==== Study material
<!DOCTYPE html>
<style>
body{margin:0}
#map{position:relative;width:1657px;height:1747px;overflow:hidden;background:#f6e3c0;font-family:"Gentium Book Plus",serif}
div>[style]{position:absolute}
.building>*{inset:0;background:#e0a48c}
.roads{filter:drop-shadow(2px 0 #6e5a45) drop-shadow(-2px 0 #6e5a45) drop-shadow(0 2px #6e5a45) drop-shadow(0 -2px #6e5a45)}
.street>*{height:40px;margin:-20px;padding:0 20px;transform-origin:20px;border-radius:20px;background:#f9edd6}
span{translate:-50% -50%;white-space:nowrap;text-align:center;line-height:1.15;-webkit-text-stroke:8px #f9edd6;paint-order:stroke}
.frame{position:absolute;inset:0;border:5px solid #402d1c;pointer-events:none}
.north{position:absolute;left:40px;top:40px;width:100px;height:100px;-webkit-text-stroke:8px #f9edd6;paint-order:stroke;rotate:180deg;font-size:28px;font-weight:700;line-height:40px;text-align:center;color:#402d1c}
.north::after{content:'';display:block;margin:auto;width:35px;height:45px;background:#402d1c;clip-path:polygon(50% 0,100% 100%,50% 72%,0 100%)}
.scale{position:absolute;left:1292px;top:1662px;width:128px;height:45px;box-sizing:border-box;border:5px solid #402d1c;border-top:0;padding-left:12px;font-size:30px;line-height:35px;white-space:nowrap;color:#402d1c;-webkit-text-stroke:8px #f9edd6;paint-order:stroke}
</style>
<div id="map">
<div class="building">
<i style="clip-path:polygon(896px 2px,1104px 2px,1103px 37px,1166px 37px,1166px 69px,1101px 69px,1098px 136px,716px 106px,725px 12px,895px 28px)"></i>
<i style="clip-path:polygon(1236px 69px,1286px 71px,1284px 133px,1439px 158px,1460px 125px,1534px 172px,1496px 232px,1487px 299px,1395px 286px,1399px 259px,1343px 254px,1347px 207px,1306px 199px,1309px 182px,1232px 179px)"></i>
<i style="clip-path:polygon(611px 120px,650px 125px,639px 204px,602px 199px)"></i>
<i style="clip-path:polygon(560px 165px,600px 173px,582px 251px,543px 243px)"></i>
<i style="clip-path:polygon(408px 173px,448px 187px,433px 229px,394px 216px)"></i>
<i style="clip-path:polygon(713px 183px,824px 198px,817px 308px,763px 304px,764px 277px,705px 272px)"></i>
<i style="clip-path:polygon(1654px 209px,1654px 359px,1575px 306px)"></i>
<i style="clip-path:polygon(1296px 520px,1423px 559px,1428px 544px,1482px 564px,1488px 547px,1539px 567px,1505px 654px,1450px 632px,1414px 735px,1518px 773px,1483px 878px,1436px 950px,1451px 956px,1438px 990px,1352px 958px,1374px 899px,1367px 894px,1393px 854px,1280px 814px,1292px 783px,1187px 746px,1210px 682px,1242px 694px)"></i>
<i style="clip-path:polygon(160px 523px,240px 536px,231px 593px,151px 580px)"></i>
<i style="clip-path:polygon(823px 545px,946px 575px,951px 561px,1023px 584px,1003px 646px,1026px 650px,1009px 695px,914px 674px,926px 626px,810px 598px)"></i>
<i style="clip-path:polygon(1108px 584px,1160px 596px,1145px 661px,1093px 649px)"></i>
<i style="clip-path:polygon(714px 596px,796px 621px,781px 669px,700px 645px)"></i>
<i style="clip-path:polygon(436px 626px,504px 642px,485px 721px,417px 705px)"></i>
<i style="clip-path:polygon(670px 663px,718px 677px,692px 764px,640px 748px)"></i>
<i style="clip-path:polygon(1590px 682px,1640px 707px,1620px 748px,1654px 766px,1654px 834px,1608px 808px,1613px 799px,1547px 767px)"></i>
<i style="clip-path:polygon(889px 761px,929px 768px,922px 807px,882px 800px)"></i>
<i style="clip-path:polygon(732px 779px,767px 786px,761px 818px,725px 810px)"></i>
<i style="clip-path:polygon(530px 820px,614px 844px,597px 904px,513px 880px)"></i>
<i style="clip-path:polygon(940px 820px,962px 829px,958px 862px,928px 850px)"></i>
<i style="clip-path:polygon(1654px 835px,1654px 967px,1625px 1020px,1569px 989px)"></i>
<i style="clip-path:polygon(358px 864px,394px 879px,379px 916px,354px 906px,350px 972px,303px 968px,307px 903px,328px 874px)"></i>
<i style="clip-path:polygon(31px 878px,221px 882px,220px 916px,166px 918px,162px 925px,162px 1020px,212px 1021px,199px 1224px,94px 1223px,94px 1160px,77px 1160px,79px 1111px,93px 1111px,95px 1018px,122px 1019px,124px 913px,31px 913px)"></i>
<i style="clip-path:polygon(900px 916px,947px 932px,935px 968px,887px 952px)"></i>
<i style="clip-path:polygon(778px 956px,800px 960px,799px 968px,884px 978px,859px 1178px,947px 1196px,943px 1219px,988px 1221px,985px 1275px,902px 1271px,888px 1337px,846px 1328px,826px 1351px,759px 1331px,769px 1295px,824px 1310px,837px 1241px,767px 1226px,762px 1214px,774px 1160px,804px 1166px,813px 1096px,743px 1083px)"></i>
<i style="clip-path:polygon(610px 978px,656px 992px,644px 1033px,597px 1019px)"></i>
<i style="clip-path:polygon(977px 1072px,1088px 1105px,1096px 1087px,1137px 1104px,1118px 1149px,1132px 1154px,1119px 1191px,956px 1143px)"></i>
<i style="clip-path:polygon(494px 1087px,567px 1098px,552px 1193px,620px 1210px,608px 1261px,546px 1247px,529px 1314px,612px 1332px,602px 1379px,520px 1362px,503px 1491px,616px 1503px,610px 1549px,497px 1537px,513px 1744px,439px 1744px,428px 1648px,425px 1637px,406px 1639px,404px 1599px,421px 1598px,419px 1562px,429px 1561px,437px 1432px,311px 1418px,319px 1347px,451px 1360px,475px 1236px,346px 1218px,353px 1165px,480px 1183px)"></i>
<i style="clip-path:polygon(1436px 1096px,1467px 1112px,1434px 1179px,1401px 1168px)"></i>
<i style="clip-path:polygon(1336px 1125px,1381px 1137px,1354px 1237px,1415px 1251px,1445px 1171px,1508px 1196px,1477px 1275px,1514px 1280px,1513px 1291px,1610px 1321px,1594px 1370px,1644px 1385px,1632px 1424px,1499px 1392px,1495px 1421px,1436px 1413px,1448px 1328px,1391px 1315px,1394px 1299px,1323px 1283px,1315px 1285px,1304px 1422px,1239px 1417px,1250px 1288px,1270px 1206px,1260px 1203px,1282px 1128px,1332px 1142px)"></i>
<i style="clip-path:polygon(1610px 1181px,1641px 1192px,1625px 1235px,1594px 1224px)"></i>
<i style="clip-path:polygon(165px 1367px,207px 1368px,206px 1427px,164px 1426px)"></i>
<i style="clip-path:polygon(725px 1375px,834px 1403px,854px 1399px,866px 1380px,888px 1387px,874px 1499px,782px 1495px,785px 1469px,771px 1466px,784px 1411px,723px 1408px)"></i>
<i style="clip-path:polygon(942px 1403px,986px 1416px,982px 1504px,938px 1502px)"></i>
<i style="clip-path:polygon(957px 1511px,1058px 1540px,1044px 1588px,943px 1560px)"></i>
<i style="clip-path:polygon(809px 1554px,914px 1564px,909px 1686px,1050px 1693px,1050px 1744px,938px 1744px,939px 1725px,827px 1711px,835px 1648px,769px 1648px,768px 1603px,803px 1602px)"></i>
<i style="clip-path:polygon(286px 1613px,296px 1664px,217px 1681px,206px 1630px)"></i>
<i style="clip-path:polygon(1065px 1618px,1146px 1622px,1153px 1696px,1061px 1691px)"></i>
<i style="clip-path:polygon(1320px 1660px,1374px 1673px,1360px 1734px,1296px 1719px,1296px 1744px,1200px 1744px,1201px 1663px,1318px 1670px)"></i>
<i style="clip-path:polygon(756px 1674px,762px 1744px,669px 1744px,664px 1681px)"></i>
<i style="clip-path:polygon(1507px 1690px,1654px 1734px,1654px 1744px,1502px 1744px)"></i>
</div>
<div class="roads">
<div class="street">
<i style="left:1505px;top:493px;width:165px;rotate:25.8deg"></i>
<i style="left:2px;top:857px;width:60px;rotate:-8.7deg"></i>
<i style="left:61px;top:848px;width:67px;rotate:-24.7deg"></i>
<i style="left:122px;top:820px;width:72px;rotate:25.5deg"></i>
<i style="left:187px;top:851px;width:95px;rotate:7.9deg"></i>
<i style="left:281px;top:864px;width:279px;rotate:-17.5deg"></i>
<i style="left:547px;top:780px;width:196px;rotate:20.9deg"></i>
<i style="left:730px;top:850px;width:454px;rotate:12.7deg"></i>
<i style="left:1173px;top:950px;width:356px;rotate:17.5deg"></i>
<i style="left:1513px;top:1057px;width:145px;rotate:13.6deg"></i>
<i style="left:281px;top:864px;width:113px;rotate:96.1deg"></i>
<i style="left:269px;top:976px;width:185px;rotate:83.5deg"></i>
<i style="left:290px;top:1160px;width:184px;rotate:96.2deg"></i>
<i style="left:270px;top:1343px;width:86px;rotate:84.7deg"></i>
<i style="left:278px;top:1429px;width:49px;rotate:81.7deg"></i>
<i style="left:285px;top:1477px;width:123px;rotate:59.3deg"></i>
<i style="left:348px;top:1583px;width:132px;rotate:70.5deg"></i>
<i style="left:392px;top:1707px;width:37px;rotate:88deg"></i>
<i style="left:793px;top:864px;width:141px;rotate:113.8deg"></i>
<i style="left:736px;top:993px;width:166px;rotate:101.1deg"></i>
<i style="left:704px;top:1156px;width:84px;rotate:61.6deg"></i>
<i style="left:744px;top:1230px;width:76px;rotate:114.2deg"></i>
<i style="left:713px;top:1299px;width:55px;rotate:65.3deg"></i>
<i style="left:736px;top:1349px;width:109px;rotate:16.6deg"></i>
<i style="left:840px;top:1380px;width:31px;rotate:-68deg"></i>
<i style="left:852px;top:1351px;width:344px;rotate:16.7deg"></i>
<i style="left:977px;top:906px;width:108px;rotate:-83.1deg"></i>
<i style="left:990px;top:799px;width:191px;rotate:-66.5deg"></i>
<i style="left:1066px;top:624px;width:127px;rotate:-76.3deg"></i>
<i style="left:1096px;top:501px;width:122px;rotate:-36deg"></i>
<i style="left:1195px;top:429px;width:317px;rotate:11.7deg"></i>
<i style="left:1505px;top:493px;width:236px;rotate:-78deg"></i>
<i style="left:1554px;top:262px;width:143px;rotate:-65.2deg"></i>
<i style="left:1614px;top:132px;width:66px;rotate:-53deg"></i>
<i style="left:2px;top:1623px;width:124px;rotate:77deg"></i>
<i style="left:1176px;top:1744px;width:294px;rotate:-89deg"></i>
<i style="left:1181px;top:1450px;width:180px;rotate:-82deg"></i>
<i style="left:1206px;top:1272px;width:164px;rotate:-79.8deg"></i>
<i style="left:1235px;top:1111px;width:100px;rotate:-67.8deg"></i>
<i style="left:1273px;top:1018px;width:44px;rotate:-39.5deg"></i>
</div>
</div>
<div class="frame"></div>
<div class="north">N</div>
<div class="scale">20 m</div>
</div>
========
• Problem details:
In restating the data, begin at its first line, reproduce each line word for word, and conclude with the line that contains "0,100% 100%,50% 72%,0".

• Your solution:
<!DOCTYPE html>
<style>
body{margin:0}
#map{position:relative;width:1657px;height:1747px;overflow:hidden;background:#f6e3c0;font-family:"Gentium Book Plus",serif}
div>[style]{position:absolute}
.building>*{inset:0;background:#e0a48c}
.roads{filter:drop-shadow(2px 0 #6e5a45) drop-shadow(-2px 0 #6e5a45) drop-shadow(0 2px #6e5a45) drop-shadow(0 -2px #6e5a45)}
.street>*{height:40px;margin:-20px;padding:0 20px;transform-origin:20px;border-radius:20px;background:#f9edd6}
span{translate:-50% -50%;white-space:nowrap;text-align:center;line-height:1.15;-webkit-text-stroke:8px #f9edd6;paint-order:stroke}
.frame{position:absolute;inset:0;border:5px solid #402d1c;pointer-events:none}
.north{position:absolute;left:40px;top:40px;width:100px;height:100px;-webkit-text-stroke:8px #f9edd6;paint-order:stroke;rotate:180deg;font-size:28px;font-weight:700;line-height:40px;text-align:center;color:#402d1c}
.north::after{content:'';display:block;margin:auto;width:35px;height:45px;background:#402d1c;clip-path:polygon(50% 0,100% 100%,50% 72%,0 100%)}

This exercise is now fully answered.